*About this exercise*: Return every entry exactly.

*Material to process*:

-=-=-=-=-

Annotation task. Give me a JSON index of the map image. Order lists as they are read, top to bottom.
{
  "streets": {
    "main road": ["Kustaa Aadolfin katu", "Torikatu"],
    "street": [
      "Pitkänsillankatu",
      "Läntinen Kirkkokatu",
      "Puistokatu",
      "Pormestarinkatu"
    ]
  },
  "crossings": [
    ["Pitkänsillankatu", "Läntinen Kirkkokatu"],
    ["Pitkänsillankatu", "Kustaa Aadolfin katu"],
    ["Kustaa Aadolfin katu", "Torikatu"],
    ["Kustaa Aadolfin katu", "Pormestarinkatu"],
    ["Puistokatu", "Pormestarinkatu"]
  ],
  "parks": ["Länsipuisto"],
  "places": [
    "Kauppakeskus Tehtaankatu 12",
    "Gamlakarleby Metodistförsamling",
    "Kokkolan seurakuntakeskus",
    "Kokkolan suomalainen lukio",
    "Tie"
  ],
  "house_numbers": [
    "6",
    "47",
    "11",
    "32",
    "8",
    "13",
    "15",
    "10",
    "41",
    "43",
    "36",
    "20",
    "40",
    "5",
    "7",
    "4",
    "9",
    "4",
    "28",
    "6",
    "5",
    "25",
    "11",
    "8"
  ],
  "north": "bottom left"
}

-=-=-=-=-

*Reply*:
Annotation task. Give me a JSON index of the map image. Order lists as they are read, top to bottom.
{
  "streets": {
    "main road": ["Kustaa Aadolfin katu", "Torikatu"],
    "street": [
      "Pitkänsillankatu",
      "Läntinen Kirkkokatu",
      "Puistokatu",
      "Pormestarinkatu"
    ]
  },
  "crossings": [
    ["Pitkänsillankatu", "Läntinen Kirkkokatu"],
    ["Pitkänsillankatu", "Kustaa Aadolfin katu"],
    ["Kustaa Aadolfin katu", "Torikatu"],
    ["Kustaa Aadolfin katu", "Pormestarinkatu"],
    ["Puistokatu", "Pormestarinkatu"]
  ],
  "parks": ["Länsipuisto"],
  "places": [
    "Kauppakeskus Tehtaankatu 12",
    "Gamlakarleby Metodistförsamling",
    "Kokkolan seurakuntakeskus",
    "Kokkolan suomalainen lukio",
    "Tie"
  ],
  "house_numbers": [
    "6",
    "47",
    "11",
    "32",
    "8",
    "13",
    "15",
    "10",
    "41",
    "43",
    "36",
    "20",
    "40",
    "5",
    "7",
    "4",
    "9",
    "4",
    "28",
    "6",
    "5",
    "25",
    "11",
    "8"
  ],
  "north": "bottom left"
}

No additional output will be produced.